Over-the-top 'Mama' haunting, but not scary

Posted: January 18, 2013

THERE'S SOMETHING dead and rotting at the center of "Mama," and it isn't the ghost of the woman who lends the horror film its title.

No, the cadaverous entity that animates "Mama" is, rather, the modern imagination. We have, as filmgoers, become so unused to using our own brains - to think, to feel, to visualize the invisible - that many filmmakers feel compelled to show us everything. The contemporary horror film is like porn: effective, but soul-deadening.

And so it is with "Mama." Sure, it's scary enough, but cheaply, not deeply. The story about two orphaned girls who are found living in a remote cabin in the woods with an ectoplasmic caregiver contains enough frights to satisfy the minimum recommended allowance. But it doesn't engender the kind of dread that lingers as you walk from the theater to the parking garage.

Mama the CGI ghoul is scary as heck. "Mama" the movie isn't.

The movie opens with a brief prologue, which, while stylishly shot, gives way too much away. Jeff (Nikolaj Coster-Waldau) has murdered his wife and taken his two little girls to the woods, where he intends to kill them. But he is dispatched by a ghostlike entity. Fast-forward five years, to when Victoria (Megan Charpentier) and her little sister Lilly (Isabelle Nelisse) are found, filthy and feral. Eventually, they're taken in by Jeff's slacker brother Lucas (Coster-Waldau again) and his rock-bassist girlfriend, Annabel (Jessica Chastain, in Goth drag). But what Lucas and Annabel don't know - although we, unfortunately, already do - is that the girls come with their own phantasmagoric nanny.

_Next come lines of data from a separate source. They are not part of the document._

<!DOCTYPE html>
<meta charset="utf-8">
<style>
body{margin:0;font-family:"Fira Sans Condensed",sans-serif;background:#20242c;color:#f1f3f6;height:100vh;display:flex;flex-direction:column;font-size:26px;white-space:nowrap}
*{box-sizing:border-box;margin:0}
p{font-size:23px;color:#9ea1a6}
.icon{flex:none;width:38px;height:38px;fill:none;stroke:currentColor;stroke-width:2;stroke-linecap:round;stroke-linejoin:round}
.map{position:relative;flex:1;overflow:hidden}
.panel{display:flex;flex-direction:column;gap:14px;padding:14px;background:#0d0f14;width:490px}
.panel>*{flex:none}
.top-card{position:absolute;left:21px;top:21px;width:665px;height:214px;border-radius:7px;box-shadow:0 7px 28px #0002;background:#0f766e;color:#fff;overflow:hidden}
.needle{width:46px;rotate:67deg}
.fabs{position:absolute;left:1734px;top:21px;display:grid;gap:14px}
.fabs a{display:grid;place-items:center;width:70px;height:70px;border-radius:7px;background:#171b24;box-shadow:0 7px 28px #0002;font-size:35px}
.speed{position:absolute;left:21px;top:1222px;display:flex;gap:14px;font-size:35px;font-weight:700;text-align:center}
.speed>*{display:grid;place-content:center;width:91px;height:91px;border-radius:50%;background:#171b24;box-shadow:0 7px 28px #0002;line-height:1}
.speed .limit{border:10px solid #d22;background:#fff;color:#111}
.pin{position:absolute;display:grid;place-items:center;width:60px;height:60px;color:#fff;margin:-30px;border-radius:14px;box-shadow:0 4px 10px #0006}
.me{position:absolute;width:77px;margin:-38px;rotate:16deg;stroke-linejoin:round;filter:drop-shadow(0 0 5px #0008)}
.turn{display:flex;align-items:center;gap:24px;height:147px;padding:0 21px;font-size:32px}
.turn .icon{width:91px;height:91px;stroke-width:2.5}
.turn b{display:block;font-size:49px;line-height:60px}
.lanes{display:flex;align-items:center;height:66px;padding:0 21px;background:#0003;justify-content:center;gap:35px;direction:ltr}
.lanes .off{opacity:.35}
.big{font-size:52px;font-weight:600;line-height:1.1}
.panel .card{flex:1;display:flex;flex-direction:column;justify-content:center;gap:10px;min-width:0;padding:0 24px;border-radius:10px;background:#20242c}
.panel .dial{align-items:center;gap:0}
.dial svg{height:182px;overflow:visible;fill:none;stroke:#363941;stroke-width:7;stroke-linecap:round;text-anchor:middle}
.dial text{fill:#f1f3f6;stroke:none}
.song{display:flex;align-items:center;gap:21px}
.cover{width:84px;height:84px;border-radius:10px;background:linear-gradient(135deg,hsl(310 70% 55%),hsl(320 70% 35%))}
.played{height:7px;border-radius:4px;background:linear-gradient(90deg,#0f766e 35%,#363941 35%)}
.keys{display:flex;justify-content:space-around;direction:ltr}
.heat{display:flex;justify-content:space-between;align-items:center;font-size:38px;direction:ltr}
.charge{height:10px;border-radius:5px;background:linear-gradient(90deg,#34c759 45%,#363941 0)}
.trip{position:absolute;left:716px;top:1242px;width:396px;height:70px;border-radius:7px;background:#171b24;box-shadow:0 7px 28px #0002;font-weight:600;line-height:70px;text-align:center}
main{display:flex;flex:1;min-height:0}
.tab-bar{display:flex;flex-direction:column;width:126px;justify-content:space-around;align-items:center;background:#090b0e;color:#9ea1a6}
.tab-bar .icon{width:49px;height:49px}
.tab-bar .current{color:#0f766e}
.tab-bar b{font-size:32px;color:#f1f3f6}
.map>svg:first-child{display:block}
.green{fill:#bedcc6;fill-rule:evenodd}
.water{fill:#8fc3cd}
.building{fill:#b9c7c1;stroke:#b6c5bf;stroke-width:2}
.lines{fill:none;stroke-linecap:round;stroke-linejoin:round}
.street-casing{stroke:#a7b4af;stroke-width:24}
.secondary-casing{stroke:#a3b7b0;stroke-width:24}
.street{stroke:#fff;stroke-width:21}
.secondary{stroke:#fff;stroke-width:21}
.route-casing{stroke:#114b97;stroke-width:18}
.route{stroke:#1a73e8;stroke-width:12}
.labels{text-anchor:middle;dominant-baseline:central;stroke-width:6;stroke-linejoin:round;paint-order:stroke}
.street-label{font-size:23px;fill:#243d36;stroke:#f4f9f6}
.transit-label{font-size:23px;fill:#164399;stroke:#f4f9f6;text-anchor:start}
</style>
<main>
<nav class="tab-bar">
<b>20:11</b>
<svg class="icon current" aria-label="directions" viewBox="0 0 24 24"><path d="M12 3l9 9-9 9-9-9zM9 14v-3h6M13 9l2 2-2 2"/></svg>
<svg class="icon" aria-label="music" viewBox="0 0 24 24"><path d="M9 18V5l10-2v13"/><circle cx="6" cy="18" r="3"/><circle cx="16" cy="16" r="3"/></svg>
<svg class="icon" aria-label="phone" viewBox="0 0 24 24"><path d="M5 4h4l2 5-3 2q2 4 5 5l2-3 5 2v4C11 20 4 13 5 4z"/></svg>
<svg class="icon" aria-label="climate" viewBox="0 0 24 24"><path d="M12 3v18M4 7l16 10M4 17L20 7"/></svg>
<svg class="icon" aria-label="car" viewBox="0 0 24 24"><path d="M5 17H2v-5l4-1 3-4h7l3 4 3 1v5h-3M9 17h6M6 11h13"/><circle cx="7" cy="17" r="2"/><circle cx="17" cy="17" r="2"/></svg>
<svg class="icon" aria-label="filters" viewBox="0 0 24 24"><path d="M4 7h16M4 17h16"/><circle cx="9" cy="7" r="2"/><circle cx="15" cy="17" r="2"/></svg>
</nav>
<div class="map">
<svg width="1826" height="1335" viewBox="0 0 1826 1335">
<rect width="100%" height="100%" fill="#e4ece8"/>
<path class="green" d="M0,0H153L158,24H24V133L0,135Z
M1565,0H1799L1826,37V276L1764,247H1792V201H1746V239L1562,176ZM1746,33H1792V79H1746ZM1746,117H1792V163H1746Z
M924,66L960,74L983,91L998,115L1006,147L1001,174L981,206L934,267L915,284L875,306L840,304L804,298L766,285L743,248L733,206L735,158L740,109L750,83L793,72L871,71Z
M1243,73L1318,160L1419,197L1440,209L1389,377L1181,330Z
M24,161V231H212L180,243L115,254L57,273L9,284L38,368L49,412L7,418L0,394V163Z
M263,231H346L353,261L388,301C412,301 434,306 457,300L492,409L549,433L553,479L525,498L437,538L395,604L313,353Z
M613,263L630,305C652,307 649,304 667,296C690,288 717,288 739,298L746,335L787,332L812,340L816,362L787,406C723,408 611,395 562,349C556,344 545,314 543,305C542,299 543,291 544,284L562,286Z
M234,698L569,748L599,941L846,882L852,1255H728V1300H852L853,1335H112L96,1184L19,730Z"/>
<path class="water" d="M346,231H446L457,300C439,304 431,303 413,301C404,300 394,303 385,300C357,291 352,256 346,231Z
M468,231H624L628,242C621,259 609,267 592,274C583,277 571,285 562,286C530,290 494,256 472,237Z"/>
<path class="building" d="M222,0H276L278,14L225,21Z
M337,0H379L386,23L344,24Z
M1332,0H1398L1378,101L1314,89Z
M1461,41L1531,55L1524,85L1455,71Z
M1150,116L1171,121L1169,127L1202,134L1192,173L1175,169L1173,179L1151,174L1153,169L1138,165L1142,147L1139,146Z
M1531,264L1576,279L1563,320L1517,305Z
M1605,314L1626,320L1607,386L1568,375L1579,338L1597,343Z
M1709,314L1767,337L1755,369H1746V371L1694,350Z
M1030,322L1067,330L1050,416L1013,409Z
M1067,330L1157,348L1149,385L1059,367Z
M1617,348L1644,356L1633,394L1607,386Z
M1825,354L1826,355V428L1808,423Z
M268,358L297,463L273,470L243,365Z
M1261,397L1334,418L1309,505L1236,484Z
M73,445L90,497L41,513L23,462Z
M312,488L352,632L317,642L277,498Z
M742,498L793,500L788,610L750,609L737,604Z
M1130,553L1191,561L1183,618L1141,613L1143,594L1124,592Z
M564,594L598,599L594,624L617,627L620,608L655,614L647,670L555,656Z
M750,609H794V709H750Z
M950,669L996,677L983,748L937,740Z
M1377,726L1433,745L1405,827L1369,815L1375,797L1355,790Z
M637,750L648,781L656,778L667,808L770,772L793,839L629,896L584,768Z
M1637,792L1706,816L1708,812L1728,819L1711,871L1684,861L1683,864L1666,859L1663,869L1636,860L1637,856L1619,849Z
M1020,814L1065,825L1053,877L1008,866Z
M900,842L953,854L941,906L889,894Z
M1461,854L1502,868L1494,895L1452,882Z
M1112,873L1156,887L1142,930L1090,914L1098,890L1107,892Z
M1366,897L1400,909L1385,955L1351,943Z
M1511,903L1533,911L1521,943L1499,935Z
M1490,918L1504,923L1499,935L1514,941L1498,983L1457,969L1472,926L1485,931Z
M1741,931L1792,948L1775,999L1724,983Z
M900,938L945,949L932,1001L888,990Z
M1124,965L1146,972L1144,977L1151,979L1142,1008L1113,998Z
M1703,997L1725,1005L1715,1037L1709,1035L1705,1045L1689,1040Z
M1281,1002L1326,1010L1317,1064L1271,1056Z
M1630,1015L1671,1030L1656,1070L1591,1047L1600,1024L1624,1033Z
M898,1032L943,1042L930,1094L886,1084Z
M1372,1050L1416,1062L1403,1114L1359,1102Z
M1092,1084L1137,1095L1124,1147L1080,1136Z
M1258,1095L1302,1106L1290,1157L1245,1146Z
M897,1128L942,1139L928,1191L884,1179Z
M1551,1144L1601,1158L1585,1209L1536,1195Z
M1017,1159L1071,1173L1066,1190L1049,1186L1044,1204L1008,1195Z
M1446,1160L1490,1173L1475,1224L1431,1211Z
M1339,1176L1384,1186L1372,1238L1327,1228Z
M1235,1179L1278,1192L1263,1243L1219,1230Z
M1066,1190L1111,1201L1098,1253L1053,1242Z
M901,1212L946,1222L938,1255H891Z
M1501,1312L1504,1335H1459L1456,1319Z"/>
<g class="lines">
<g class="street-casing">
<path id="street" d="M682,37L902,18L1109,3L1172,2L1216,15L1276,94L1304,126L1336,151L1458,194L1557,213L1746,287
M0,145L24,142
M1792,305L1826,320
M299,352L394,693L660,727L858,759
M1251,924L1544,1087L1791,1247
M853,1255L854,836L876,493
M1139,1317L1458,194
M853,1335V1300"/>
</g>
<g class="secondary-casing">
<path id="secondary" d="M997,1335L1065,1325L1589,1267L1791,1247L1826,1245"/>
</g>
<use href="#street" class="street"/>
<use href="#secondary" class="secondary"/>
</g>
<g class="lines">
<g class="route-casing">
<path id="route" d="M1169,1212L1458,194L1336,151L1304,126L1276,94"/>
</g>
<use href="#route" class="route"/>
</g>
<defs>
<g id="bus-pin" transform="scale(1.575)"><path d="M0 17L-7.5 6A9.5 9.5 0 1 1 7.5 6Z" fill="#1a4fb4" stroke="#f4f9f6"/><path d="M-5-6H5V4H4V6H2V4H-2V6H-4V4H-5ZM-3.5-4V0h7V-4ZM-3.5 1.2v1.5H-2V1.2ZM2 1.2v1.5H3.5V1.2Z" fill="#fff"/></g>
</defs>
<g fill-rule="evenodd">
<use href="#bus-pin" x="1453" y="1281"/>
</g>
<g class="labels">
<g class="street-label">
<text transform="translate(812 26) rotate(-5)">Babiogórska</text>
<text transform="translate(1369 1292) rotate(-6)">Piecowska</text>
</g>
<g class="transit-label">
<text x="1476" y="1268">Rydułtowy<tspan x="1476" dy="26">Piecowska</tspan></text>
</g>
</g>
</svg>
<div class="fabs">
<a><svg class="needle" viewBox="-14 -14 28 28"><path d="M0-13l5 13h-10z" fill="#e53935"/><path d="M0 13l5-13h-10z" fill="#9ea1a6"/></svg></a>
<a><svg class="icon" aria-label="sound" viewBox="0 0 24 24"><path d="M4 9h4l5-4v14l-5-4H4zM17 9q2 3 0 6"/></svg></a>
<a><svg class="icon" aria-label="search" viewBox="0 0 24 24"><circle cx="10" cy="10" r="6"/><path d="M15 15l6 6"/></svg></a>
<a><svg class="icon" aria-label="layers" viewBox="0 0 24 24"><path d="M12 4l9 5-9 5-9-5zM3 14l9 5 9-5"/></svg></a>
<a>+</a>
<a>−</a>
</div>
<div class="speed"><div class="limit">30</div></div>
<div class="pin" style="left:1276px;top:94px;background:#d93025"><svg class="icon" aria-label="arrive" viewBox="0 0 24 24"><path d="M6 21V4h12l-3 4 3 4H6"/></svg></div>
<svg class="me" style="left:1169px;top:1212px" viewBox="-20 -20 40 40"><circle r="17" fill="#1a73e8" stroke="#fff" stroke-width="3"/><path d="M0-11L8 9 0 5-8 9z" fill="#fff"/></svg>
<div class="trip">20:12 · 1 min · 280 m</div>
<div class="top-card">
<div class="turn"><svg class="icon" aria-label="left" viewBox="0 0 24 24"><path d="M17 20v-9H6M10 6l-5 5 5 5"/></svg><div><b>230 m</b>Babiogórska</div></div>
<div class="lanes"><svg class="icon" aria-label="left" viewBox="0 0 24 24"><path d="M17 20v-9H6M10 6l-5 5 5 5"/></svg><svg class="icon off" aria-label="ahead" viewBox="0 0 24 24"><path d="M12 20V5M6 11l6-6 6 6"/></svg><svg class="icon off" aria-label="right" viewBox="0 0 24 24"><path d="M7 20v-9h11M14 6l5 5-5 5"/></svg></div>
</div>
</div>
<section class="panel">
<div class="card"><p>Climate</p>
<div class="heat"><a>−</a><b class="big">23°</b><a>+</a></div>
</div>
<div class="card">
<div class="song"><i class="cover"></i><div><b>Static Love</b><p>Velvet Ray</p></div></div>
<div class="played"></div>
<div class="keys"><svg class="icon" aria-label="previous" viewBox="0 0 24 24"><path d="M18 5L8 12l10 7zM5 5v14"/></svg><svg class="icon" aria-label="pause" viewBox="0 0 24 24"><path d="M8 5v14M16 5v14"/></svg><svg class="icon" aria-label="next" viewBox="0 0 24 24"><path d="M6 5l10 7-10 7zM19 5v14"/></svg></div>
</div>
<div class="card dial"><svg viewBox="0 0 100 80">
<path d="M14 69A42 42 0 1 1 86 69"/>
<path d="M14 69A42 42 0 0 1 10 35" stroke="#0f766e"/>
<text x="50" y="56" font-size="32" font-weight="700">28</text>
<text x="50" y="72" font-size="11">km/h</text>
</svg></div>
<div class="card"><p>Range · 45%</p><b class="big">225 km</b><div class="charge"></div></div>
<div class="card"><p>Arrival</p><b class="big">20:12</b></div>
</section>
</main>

"A ghost is an emotion," as one minor character tells us, "bent out of shape, condemned to repeat itself, time and time again, until it rights the wrong it was done."

What a bunch of hooey. In "Mama," a ghost isn't an emotion, but a creepy, gray-skinned chick who lives in the walls.

Director Andres Muschietti has created a real monster in Mama. But the only real mystery in the story isn't whether Mama exists, what she wants or who she is, but why Victoria and Lilly are so fond of her.

If any of this sounds stupid so far, just wait for the ending. Having already shown us everything, Muschietti has no choice but to pull out all the stops at the film's over-the-top conclusion that leaves nothing to the imagination.